%%

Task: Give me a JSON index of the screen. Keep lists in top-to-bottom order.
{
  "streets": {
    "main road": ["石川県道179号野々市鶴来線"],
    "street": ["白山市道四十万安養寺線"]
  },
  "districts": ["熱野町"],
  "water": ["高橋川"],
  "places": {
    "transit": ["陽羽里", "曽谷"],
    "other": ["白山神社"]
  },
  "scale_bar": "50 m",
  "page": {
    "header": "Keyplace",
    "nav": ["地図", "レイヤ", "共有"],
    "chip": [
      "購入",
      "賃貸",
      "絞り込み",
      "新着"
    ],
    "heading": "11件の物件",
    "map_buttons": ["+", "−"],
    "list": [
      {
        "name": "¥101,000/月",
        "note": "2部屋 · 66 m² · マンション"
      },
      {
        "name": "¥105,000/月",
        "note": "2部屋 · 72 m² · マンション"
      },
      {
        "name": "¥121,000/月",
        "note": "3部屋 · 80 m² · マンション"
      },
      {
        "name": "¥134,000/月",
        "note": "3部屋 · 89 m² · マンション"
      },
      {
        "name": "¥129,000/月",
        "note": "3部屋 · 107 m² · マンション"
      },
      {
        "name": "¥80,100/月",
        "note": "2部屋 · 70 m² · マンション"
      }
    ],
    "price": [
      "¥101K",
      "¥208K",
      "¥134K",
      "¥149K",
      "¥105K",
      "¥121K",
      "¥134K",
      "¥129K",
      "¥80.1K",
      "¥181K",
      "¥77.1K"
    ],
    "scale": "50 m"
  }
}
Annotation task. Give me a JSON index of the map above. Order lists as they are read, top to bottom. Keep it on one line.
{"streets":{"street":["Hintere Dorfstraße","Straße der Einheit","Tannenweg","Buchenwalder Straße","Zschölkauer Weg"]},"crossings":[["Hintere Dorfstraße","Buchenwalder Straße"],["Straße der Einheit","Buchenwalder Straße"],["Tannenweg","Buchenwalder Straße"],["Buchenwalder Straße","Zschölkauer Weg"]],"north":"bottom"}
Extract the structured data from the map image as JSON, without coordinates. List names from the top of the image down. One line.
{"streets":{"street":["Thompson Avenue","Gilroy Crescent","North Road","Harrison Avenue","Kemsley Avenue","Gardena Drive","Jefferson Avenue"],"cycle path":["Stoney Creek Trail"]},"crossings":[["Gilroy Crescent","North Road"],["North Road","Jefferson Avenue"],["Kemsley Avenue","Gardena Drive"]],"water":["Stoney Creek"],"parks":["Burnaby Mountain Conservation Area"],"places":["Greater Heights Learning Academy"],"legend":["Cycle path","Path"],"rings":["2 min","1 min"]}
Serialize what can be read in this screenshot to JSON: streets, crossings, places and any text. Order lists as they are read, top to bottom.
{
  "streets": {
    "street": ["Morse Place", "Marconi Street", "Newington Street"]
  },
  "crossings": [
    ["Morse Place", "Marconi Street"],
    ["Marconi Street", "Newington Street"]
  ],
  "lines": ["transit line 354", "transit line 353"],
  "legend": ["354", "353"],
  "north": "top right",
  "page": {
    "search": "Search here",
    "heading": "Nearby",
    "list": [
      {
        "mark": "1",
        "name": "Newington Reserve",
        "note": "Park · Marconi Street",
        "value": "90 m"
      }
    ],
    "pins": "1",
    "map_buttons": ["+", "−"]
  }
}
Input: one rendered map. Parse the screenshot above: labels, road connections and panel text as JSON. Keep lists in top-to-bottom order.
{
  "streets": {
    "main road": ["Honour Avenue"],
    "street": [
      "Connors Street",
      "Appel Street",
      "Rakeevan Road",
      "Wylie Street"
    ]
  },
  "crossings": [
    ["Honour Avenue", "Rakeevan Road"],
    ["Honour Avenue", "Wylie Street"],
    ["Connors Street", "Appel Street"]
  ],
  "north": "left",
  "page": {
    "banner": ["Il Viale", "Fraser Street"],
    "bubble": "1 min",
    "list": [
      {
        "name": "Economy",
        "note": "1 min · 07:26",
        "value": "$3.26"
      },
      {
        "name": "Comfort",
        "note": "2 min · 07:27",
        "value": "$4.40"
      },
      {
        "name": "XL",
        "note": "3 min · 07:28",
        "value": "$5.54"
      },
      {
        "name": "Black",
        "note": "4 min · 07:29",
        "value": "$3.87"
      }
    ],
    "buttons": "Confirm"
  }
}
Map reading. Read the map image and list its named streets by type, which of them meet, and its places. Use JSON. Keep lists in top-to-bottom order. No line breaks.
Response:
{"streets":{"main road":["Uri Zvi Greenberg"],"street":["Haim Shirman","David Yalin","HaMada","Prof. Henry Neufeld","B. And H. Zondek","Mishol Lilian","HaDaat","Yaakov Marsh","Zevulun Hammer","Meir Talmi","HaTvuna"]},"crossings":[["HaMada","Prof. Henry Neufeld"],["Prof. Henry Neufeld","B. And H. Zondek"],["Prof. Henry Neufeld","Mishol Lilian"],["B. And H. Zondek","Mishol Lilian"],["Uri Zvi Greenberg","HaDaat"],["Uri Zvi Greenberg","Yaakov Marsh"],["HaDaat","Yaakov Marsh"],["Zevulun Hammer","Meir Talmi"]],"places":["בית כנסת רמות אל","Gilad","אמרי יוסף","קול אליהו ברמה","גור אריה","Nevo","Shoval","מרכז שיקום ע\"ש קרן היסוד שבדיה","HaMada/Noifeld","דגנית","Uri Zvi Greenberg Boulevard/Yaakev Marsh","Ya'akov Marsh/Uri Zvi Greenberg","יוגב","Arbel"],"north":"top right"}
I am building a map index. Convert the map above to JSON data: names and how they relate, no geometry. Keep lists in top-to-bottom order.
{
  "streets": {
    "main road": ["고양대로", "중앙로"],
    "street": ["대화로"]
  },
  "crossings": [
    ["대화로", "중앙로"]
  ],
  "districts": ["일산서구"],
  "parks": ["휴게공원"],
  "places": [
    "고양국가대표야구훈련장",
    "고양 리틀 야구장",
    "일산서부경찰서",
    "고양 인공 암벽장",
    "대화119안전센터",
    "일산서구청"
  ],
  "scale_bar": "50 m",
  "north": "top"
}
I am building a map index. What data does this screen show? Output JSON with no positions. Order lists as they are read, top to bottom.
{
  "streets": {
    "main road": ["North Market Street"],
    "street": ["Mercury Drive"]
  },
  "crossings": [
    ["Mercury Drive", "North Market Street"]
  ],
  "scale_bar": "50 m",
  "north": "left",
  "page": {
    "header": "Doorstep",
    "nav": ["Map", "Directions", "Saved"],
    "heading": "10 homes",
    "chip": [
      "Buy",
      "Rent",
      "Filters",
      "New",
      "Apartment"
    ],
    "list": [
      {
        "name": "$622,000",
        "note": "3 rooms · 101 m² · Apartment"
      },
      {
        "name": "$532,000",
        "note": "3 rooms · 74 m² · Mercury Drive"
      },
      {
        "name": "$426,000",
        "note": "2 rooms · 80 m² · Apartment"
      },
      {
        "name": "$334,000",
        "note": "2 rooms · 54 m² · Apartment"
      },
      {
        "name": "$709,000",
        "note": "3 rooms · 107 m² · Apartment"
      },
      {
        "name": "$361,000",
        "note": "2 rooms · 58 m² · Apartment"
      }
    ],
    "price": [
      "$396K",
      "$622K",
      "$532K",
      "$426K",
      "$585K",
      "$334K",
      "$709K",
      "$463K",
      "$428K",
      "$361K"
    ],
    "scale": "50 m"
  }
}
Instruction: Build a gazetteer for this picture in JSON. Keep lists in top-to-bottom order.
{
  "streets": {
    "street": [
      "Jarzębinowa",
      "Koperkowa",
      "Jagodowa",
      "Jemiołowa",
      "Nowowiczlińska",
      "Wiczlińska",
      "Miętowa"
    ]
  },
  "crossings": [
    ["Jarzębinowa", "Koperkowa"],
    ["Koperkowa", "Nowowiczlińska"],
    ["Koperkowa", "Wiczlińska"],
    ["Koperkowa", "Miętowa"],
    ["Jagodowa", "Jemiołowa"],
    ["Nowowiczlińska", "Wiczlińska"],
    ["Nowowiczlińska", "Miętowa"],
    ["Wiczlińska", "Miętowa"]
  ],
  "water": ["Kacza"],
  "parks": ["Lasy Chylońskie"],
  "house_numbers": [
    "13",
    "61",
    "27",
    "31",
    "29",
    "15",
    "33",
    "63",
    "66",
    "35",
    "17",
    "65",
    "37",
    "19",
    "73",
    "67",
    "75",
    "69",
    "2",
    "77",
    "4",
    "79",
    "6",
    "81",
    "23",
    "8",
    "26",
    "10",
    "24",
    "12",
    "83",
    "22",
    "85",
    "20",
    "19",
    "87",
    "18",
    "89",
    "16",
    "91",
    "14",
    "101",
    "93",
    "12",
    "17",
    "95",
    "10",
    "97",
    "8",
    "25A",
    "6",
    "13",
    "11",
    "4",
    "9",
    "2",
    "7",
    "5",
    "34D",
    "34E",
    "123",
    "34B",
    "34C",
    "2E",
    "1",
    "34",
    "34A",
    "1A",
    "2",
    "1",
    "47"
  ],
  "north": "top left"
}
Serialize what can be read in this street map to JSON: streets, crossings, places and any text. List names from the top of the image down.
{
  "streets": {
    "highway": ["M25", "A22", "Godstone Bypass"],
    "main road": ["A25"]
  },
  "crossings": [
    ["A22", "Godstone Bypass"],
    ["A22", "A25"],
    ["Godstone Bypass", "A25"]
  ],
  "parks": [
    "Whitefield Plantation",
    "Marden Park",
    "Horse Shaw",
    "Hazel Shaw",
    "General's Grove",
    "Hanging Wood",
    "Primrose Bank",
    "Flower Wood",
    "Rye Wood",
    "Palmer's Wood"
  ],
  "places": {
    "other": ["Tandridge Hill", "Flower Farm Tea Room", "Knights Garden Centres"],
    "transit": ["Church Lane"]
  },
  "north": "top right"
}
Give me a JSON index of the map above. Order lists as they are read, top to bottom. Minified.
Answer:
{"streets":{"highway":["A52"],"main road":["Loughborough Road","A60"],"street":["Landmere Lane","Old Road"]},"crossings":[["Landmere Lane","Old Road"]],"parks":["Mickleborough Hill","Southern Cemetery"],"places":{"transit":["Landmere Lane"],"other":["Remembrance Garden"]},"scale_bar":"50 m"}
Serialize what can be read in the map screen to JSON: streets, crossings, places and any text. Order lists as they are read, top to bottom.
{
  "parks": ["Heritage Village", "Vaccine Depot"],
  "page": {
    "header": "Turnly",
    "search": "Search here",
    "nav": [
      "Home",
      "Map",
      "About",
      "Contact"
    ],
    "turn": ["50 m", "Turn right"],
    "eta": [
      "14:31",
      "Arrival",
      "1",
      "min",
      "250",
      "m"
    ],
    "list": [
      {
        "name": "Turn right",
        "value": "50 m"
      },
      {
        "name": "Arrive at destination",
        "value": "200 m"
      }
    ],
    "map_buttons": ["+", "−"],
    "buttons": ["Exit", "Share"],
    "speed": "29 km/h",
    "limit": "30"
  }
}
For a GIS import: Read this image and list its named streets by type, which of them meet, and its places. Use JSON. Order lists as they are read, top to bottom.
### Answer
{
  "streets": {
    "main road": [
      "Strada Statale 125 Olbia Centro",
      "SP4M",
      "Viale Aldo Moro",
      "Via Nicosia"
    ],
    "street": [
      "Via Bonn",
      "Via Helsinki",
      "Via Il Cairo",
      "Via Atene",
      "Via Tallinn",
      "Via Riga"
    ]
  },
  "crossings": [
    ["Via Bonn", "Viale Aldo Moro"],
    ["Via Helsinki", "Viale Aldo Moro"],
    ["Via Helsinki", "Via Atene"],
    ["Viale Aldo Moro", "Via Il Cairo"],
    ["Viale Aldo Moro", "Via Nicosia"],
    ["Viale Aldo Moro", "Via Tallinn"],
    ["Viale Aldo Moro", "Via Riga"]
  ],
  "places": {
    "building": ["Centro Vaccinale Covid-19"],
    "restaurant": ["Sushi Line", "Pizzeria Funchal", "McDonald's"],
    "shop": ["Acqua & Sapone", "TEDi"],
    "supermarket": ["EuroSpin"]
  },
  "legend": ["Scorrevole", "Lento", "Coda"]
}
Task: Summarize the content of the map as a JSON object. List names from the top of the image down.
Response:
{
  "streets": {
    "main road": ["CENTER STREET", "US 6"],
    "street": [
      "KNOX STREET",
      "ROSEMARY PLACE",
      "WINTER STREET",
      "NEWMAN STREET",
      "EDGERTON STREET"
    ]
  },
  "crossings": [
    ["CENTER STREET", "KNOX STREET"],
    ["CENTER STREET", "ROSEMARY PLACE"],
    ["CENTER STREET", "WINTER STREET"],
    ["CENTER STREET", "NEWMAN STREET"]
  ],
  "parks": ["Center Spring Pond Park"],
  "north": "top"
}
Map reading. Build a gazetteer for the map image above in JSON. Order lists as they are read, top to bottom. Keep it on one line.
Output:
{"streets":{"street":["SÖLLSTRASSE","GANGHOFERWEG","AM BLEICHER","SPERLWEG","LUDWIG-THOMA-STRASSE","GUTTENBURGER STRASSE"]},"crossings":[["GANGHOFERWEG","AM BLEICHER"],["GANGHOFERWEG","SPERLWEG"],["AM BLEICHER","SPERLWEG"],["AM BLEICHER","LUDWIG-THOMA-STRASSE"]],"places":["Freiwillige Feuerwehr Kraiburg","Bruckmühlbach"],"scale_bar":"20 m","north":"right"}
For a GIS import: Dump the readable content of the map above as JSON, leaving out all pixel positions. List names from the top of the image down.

%%

:: TASK PROMPT ::
Out of the records, collect only those lines that contain the string "which".

:: OUTPUT ::
Map reading. Read the map image and list its named streets by type, which of them meet, and its places. Use JSON. Keep lists in top-to-bottom order. No line breaks.
For a GIS import: Read this image and list its named streets by type, which of them meet, and its places. Use JSON. Order lists as they are read, top to bottom.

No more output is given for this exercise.